At times, Unarmed Verses feels blatantly inspirational. A scene where the Villaways kids are taken to the Art Gallery of Ontario and introduced to the work of Jean-Michel Basquiat, described by the guide as a big enough star that he once dated Madonna, suggests both the aspirational pull of great art and the ways that it can be a vehicle for escape. But the film’s overall tone is melancholy, because its very existence testifies to a larger absence. As Officer was finishing the edit, the Villaways redevelopment went down exactly as planned, scattering his cast members across the city with no guarantees going forward that they’ll ever return to the place they called home, where the new housing will almost certainly be out of their price range.

“There are ‘rules and requirements’ for people who want to come back,” the director says acidly. “And if you don’t meet them, you can’t be there again.

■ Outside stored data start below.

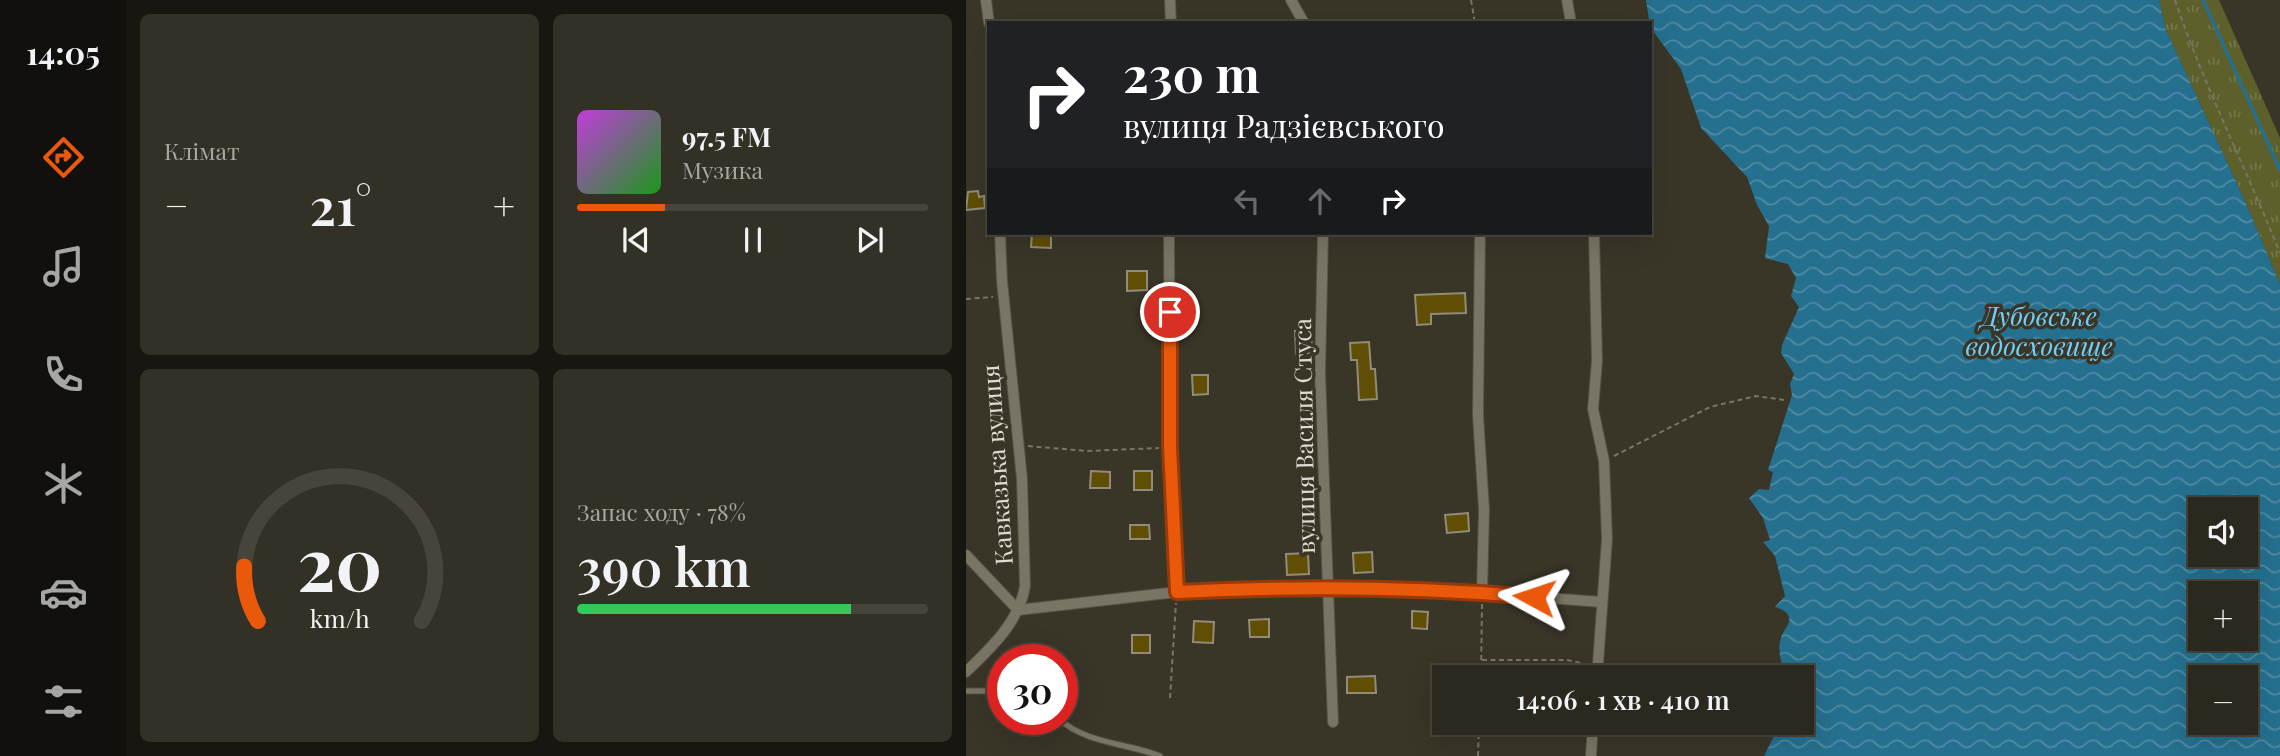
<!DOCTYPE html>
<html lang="uk">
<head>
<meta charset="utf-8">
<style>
  body { margin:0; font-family:"Playfair Display",serif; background:#333026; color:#f1f3f6; height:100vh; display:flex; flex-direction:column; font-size:26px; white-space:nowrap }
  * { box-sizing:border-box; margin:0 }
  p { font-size:23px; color:#a6a6a4 }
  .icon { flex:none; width:38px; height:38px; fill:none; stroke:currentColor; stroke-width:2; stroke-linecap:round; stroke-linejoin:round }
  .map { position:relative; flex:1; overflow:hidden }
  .sheet { display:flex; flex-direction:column; gap:14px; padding:14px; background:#181610; width:840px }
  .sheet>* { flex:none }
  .guide { position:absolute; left:21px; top:21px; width:665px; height:214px; border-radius:0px; box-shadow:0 7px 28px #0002,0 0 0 2px #47443b; background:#202124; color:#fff; overflow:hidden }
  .buttons { position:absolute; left:1222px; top:497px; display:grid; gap:14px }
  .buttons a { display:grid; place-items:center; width:70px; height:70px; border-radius:0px; background:#2b281d; box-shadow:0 7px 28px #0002,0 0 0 2px #47443b; font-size:35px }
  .speed { position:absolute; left:21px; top:644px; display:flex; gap:14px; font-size:35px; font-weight:700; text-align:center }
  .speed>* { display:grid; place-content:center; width:91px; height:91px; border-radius:50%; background:#2b281d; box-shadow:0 7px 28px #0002,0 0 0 2px #47443b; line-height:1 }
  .speed .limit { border:10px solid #d22; background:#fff; color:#111 }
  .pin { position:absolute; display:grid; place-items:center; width:60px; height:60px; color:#fff; margin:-30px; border:4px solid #fff; border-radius:50%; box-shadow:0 2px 7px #0007 }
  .me { position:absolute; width:77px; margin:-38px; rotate:275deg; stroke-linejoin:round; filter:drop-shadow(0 0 5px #0008) }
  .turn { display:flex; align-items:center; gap:24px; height:147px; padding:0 21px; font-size:32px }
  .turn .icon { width:91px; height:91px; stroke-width:2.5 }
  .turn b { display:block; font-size:49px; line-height:60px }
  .lanes { display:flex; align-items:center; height:66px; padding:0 21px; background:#0003; justify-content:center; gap:35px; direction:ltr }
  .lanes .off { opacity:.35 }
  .big { font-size:52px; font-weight:600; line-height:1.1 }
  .sheet .widget { flex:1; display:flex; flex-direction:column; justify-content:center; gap:10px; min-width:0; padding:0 24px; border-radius:10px; background:#333026 }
  .sheet .dial { align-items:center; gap:0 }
  .dial svg { height:182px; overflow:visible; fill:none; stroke:#47443b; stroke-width:7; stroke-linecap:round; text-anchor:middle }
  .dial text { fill:#f1f3f6; stroke:none }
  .song { display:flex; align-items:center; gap:21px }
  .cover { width:84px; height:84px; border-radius:10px; background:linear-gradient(135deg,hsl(290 70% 55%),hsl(120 70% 35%)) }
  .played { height:7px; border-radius:4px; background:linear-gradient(90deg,#ea580c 25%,#47443b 25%) }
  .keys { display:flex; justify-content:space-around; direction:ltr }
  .heat { display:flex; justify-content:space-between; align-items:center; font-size:38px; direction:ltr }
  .charge { height:10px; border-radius:5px; background:linear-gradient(90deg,#34c759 78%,#47443b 0) }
  .sheet .tiles { flex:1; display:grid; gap:14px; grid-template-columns:repeat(2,1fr) }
  .trip { position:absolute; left:466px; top:665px; width:382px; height:70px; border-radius:0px; background:#2b281d; box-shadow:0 7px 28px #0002,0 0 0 2px #47443b; font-weight:600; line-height:70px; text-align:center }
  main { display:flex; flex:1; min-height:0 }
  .menu { display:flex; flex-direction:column; width:126px; justify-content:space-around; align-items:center; background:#11100c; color:#a6a6a4 }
  .menu .icon { width:49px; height:49px }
  .menu .on { color:#ea580c }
  .menu b { font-size:32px; color:#f1f3f6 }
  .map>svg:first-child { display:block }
  .grass { fill:url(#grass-tufts) }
  .water { fill:url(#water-waves); fill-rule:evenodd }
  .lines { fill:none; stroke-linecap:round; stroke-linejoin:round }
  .stream { stroke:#25708e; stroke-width:3.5 }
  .building { fill:#604e04; stroke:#908b7b; stroke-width:2 }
  .service-casing { stroke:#555247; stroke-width:7 }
  .minor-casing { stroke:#555247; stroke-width:12 }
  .path { stroke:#787569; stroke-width:2; stroke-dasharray:5 3.5; stroke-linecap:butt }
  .service { stroke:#797565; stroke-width:5 }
  .minor { stroke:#797565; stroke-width:10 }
  .route-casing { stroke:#983908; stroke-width:18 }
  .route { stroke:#ea580c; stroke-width:12 }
  .labels { text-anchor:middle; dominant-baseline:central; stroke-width:7; stroke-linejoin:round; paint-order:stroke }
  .street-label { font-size:24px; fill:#dedcd3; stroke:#393527 }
  .water-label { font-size:26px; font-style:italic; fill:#6dcffa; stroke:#393527 }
</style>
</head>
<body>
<main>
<nav class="menu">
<b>14:05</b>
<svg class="icon on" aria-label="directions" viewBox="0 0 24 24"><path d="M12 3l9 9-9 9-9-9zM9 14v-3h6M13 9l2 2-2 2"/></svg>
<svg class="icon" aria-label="music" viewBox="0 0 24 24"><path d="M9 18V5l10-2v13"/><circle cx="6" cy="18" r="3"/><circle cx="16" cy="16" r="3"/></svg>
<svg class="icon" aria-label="phone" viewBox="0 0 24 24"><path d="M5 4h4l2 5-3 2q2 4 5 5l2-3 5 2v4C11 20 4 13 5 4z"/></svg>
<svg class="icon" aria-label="climate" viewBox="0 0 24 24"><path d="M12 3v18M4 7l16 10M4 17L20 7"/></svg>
<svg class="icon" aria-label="car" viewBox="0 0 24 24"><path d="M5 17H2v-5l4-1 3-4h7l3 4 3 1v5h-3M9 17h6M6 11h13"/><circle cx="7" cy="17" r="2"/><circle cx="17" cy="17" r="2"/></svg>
<svg class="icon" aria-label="filters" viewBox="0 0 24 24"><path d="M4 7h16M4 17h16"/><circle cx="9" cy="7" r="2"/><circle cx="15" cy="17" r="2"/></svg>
</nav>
<section class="sheet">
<div class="tiles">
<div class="widget"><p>Клімат</p>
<div class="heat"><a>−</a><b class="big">21°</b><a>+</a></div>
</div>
<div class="widget">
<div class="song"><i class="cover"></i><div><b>97.5 FM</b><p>Музика</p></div></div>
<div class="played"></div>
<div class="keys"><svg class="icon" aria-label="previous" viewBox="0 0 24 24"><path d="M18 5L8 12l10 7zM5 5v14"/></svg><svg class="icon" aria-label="pause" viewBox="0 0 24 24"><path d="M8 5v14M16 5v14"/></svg><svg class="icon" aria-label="next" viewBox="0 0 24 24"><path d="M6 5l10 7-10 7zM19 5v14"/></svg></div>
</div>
<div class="widget dial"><svg viewBox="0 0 100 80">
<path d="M14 69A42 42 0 1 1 86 69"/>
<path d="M14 69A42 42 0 0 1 8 45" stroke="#ea580c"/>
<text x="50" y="56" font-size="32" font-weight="700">20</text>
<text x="50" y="72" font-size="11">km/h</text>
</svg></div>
<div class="widget"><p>Запас ходу · 78%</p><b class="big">390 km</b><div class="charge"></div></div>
</div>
</section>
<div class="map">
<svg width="1314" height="756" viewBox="0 0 1314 756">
  <defs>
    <pattern id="grass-tufts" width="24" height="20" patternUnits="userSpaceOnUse" patternTransform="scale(1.75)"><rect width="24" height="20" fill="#5e602c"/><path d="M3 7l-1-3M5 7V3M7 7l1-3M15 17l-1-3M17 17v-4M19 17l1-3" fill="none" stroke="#75764a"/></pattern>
    <pattern id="water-waves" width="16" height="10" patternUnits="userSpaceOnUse" patternTransform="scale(1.75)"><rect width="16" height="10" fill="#25708e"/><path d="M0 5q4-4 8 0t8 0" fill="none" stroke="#4f8aa2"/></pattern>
  </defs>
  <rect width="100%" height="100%" fill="#393527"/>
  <polygon class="grass" points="1193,0 1253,0 1314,138 1314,284 1278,199 1200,30"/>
  <path class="water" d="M 680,0 L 1193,0 L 1200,30 L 1278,199 L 1314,284 L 1314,756 L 798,756 L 811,730 L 810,723 L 835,723 L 835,677 L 817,677 C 818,663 810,653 815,638 C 816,631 825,625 823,617 C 821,611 815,609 809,607 L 819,596 L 809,556 L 797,542 L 804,540 L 797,518 L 783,498 L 793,489 L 803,490 L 807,472 L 802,470 L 826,395 L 824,384 L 828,374 L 815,353 L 816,345 L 833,307 L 825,296 L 830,278 L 822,264 L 799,258 L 803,226 L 791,205 L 781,177 L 735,128 L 715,69 L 684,27 ZM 1234,509 L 1279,509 L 1279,555 L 1234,555 ZM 1234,593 L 1279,593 L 1279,639 L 1234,639 ZM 1234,677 L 1279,677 L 1279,723 L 1234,723 Z"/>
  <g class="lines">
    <polyline class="stream" points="1237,0 1314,170"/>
  </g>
  <g class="building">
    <polygon points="12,191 13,197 18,196 19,208 0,210 2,192"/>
    <polygon points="66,233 85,233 85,248 65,247"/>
    <polygon points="161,271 181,271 181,290 161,291"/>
    <polygon points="499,293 500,313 465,314 465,324 451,325 449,295"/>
    <polygon points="345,330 346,353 330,354 329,331"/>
    <polygon points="403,342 405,369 409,369 411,399 393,400 391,360 385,360 384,343"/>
    <polygon points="226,375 242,375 242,394 227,395"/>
    <polygon points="125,471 144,472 144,488 124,488"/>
    <rect x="168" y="471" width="18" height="19"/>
    <polygon points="502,513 503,531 481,533 479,515"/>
    <polygon points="164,525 183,525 184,539 164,539"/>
    <polygon points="406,552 407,572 388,573 387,553"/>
    <polygon points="342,553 343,574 321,575 320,554"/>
    <polygon points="446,611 462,612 461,629 446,628"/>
    <polygon points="303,619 303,637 284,637 283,620"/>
    <polygon points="228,621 248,622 247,643 227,642"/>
    <rect x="166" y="635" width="18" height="18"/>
    <polygon points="409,676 410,693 381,693 381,677"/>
  </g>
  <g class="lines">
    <defs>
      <g id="service">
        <polyline points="0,691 37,691"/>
        <path d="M 93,719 C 121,744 161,743 194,756"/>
      </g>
      <g id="minor">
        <polyline points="20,0 23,23"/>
        <polyline points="204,0 205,23"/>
        <polyline points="325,0 338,23"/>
        <polyline points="601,0 605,23"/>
        <polyline points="203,233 204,447 211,592"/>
        <polyline points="357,233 354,373 367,722"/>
        <polyline points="514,233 512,415 518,510 516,593"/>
        <polyline points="628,233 631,361 627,409 638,461 641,539 631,677"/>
        <polyline points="0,555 52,610"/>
        <polyline points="52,610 211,592 362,587 516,593 636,602"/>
        <path d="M 0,672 C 26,647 53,622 59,586 L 56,479 L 36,281 L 34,233"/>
        <polyline points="625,756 627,723"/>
      </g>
    </defs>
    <use href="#service" class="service-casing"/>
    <use href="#minor" class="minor-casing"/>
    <g class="path">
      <polyline points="505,0 509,23"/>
      <path d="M 1209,0 C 1238,86 1280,168 1314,253"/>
      <polyline points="0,299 27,297"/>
      <polyline points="62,446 121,451 193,448"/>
      <polyline points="648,456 744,407 790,396 818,400"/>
      <polyline points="516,660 601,660 619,664"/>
      <polyline points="515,677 516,604"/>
      <polyline points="204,698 210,603"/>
      <polyline points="512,756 513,723"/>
    </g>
    <use href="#service" class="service"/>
    <use href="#minor" class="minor"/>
  </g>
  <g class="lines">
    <defs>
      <path id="route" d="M 204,312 L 204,447 L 211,592 C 331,586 449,587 568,597"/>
    </defs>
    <use href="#route" class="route-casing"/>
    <use href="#route" class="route"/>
  </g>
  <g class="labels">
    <g class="street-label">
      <text transform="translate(337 436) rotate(-91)">вулиця Василя Стуса</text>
      <text transform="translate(30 465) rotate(-94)">Кавказька вулиця</text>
    </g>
    <g class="water-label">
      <text x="1073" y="315">Дубовське<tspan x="1073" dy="30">водосховище</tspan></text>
    </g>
  </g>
</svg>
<div class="buttons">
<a><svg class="icon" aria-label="sound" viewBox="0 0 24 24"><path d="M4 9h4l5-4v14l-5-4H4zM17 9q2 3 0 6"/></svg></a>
<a>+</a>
<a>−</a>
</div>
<div class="speed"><div class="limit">30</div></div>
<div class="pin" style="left:204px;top:312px;background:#d93025"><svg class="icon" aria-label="arrive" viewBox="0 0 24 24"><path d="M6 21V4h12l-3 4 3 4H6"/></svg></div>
<svg class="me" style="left:568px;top:597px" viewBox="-20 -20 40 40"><path d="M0-17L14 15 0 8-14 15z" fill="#ea580c" stroke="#fff" stroke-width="4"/></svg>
<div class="trip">14:06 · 1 хв · 410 m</div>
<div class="guide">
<div class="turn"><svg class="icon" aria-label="right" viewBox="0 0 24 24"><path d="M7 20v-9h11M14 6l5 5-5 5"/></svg><div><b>230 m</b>вулиця Радзієвського</div></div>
<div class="lanes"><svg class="icon off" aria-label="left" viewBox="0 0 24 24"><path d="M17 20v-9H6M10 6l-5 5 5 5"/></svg><svg class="icon off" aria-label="ahead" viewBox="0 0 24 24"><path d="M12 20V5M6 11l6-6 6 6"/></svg><svg class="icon" aria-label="right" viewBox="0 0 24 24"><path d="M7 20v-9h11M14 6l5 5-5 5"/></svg></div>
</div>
</div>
</main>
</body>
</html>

Think about being moved from a place you’ve been all your life. And Francine, you know, she says it in the film. She says that ‘[the redevelopment] is not for us.’” He pauses before laughing harshly. “And you know, a 12-year-old girl is aware of that.”

Officer’s reluctance to include too many adult voices in Unarmed Verses beyond the instructors in the music programme ties into his desire to listen to people who otherwise feel muted in the conversations around their lives and homes. “I didn’t want an expert, or that sort of voice. I wanted to give space to the youth because they’re not afforded that space. Or when we do see kids like this, they’re in the news for criminal stuff. Not celebrated. I wanted to make a time capsule, but it’s also of a place that no longer exists.”

That same time-capsule quality also applies to The Stairs, which suggests that recent advances in the medical treatment and social de-stigmatization of drug use are real but precarious. The film shows that in a city as big as Toronto, there is room for both compassion and indifference, even as its existence works against the latter. Beyond their verité-inspired aesthetics, what Gibson and Officer’s films share is a commitment to documentary as a vehicle for social observation and an understanding of the difficulties that come with change, for better and for worse—and also how hard it can be to know which is which in that equation.

Adam Nayman is a critic and teacher in Toronto. He writes for Cinema Scope, The Ringer, and other publications.